Torrey Canyon seabed returns to normal after oil spill
- Published
The seabed off the Cornish coast seems to have almost recovered after an oil tanker spill in 1967, writes Paul Rose, expert diver and presenter on BBC programme Britain's Secret Seas.
The Torrey Canyon is the largest shipwreck in British waters, and as she sits a long way from shore amongst the same hazardous rocks that she ran on to, its not the easiest wreck to get to.
On Saturday, 18 March 1967, she ran aground carrying over 119,000 tonnes of crude oil, which gushed out into the pristine Atlantic waters.
She had run into one of the infamous Seven Stones rock pinnacles, which lay 15 nautical miles west from Lands End and seven nautical miles from the Scilly Isles, which make it a hard wreck to reach.
We believe our team is the first to film the wreck, which is in an area often hit by storms. As I rolled off the boat into heaving waters caused by constant huge Atlantic swells, I entered a great swaying underwater forest of kelp.
The water was gin clear and the huge kelp fronds were in a mad rhythm of bending, then standing straight up, swinging and heaving to the forces of the sea.
It was a great, vibrant start to the dive, but it looked to me as if we had missed the Torrey Canyon completely, as after all she is said to be well broken up over 2 sq km of the seabed.
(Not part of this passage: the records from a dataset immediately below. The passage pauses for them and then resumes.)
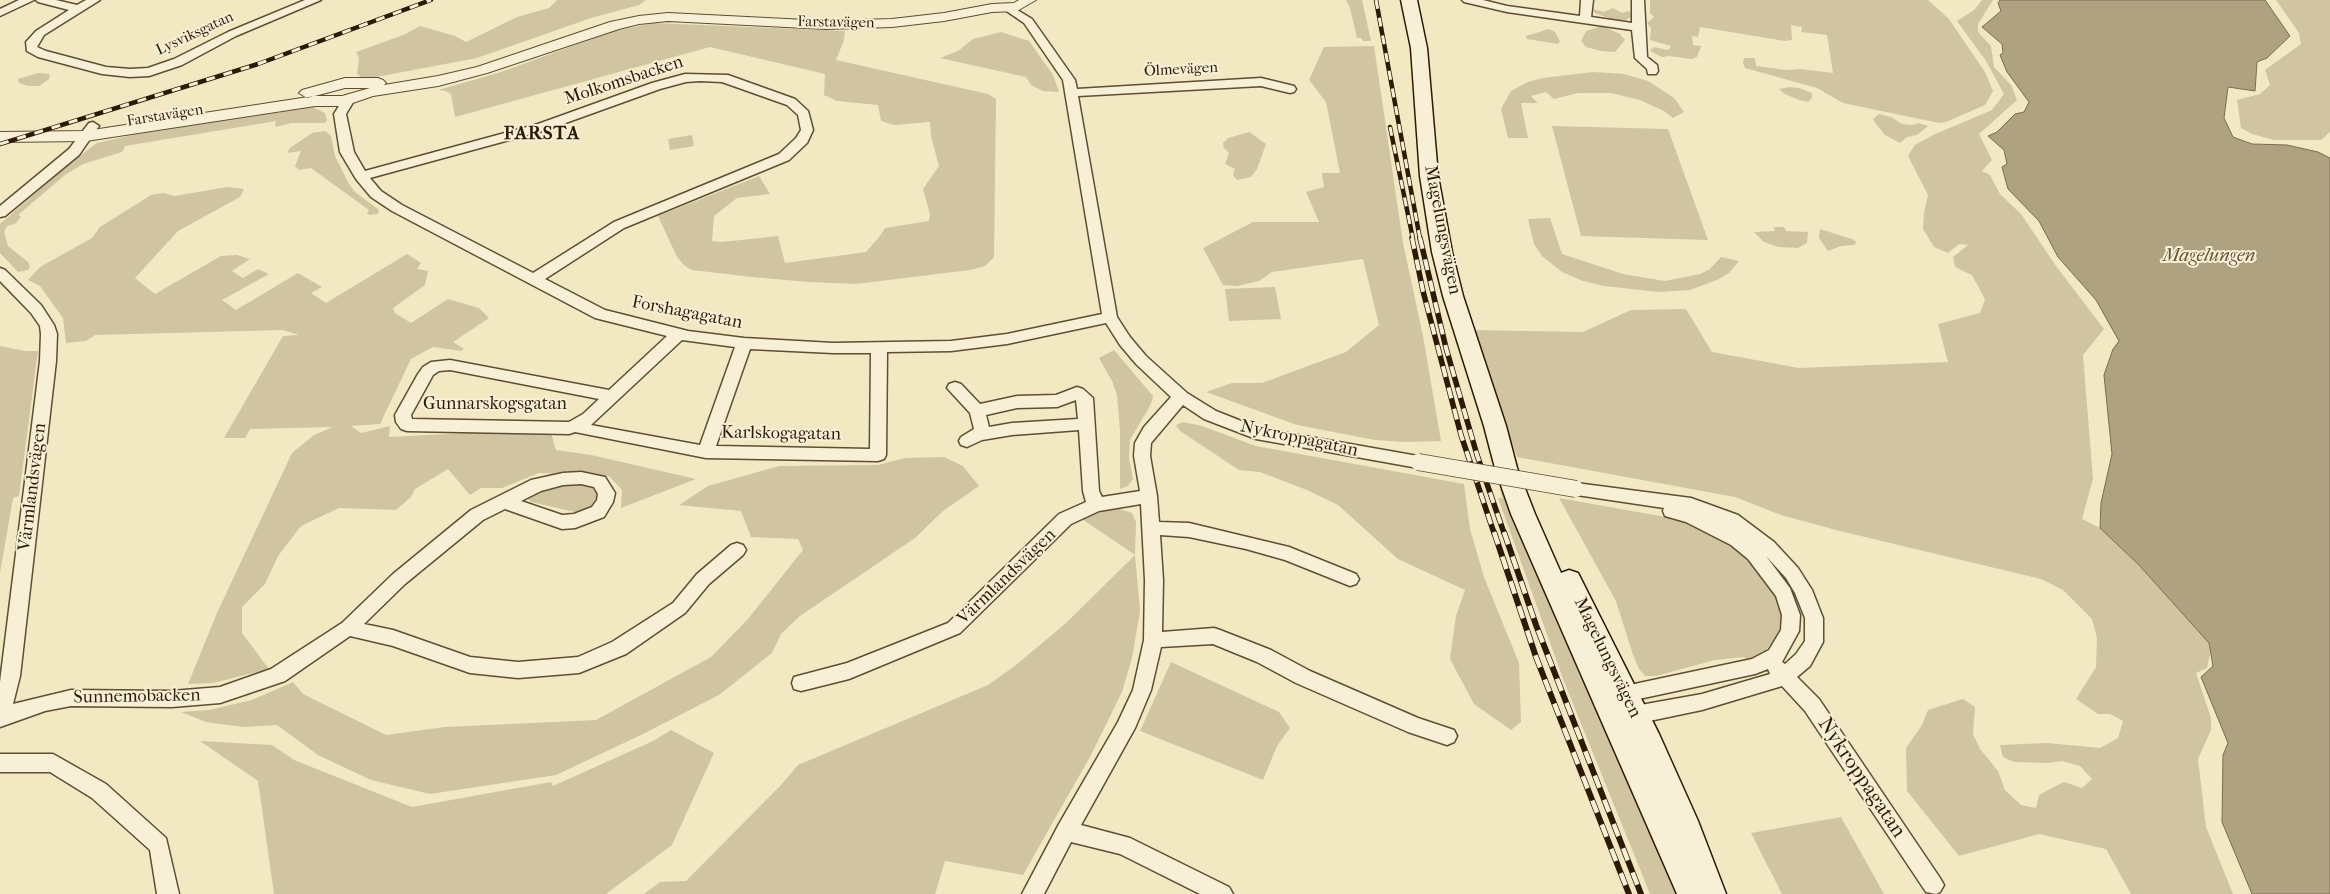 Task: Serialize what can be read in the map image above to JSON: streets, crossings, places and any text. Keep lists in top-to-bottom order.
{
  "streets": {
    "main road": ["Magelungsvägen"],
    "street": [
      "Farstavägen",
      "Lysviksgatan",
      "Ölmevägen",
      "Molkomsbacken",
      "Forshagagatan",
      "Gunnarskogsgatan",
      "Karlskogagatan",
      "Nykroppagatan",
      "Värmlandsvägen",
      "Sunnemobacken"
    ]
  },
  "crossings": [
    ["Farstavägen", "Forshagagatan"],
    ["Farstavägen", "Nykroppagatan"],
    ["Ölmevägen", "Nykroppagatan"],
    ["Molkomsbacken", "Forshagagatan"],
    ["Magelungsvägen", "Nykroppagatan"],
    ["Forshagagatan", "Gunnarskogsgatan"],
    ["Forshagagatan", "Karlskogagatan"],
    ["Forshagagatan", "Nykroppagatan"],
    ["Gunnarskogsgatan", "Karlskogagatan"],
    ["Värmlandsvägen", "Sunnemobacken"]
  ],
  "districts": ["FARSTA"],
  "water": ["Magelungen"]
}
I then realised that I was on the wreck - the huge hull plates have so much life on them that they look just like rocks or the bottom. The sea has reclaimed the wreck and it is teeming with life.
Things started to make sense and as I swam along the steel plates I joined large schools of wrasse, pollock and pouting. Some of the schools were moving purposefully along the wreck sides and others had relaxed into shoals underneath and inside the wreckage.
I used the big surges to drive me forwards and then I held on during the backwash so I made good fast progress around piles of machinery, winches and twisted steel plates all completely camouflaged with weed, anemones, briozoans, starfish and colourful urchins.
There was no single identifiable cause for the world's largest super tanker to run aground on the well-known and well-charted rocks.
But at time of the disaster the skipper had plotted a shorter than normal route, in effect cutting a corner, and it was the ship's cook who was on watch in the bridge.
There was widespread confusion about how to deal with massive spill. The case has been recently likened to the Deepwater Horizon oil rig disaster in the Gulf of Mexico, which killed 11 people, and resulted in 4.9m barrels of oil being discharged, threatening marine life and hundreds of miles of coastline
A decision was made at the time to bomb the wreck and its oil slick in an attempt to burn the oil.
The Royal Navy were rallied and they led the bombing runs dropping 62,000lbs of bombs, 5,200 gallons of petrol, 11 high-powered rockets and an undisclosed amount of napalm on the wreck and the surrounding waters, sinking the ship, but not really dispersing the oil.
On my dive, as I whizzed round the corner of the superstructure I hovered over one of the many bombs that had been dropped on her.
I was relieved to see that it had exploded, but it was a healthy reminder that there are hundreds of unexploded bombs on and nearby the wreck.
The 20-mile long oil slick reached the Cornish coast in a few days triggering a massive environmental catastrophe including the death of over 25,000 sea birds.
The familiar golden sand beaches were totally black and no life existed on any of the sea cliffs.
In spite of cleaning car tyres and workers boots, the heavy black crude made its way into the streets, shops and homes.
The fumes could be smelt throughout Cornwall and with the bombers flying low making their runs to the wreck site one could be forgiven for thinking that a version of black hell had arrived.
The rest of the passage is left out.